Here’s what to know about Hamnet, including where truth ends and fiction begins.

Hamnet reimagines history

Hamnet

Hamnet, which releases in limited theaters beginning on Nov. 26, takes creative liberties with Shakespeare’s marriage and family life. At its center is a story of two parents buckling under the weight of unfathomable loss. The film begins by reimagining how Shakespeare (Paul Mescal) and his wife Agnes (Jessie Buckley) fell in love, first meeting when the playwright was working as a Latin tutor in the same village she lived in.

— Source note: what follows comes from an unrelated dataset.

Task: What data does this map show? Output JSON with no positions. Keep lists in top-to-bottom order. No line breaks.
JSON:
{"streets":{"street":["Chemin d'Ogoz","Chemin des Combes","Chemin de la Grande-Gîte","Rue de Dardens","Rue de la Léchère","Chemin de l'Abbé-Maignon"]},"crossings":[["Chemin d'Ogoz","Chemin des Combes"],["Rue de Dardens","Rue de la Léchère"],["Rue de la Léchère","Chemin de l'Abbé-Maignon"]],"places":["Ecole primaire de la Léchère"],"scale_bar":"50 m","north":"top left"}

As young adults, the pair experienced an intoxicating attraction, which soon led to marriage. But after the birth of their three children, their passionate trysts are eventually exchanged for lonely moments miles apart. The writer is shown to be an often absent parent, a man never identified in the book by name—only referred to as “the father”—who works in London while she holds the family together in Stratford. Agnes is both a seer and healer, preparing natural remedies for the townsfolk to help with ailments and sickness.

As was true for most villages in Elizabethan England, eventually the bubonic plague comes calling. The couple’s son Hamnet (Jacobi Jupe), desperate to help his beloved sister Judith (Olivia Lynes) who appears beyond help from the ravages of the disease, wishes aloud to trade places with her. Soon after, as Judith starts to recover, Hamnet tragically succumbs to the contagious disease.

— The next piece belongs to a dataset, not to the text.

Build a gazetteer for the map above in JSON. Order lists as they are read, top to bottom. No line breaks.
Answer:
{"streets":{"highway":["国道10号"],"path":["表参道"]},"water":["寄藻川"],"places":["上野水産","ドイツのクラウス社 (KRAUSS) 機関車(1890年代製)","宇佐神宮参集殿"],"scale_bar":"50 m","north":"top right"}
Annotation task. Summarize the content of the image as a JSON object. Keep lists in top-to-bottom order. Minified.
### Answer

His death proves devastating for the parents, as their frayed union begins to completely unravel. Hamnet eventually leads to a final climatic encounter at the Globe Theater, where Agnes, enraged at the idea that her husband is using their grief as fodder for fiction, arrives to witness the staging of her husband’s new work, The Tragedy of Hamlet. The film positions the play as the only way Shakespeare knew to articulate his grief, leveraging the story of a troubled prince—mourning his father and going mad in the process—for his own psychic battle. And Agnes, in turn, finds unexpected catharsis in seeing that story performed on stage.

Who was Agnes/Anne Hathaway?

Hamnet

The historical record about Shakespeare’s wife Anne (sometimes Ann) Hathaway is sparse, which has made her an enigmatic figure to study. Hamnet calls her by the name Agnes, a nod to how people’s names weren’t always fixed in Shakespeare’s days and could change slightly, which hers most likely did.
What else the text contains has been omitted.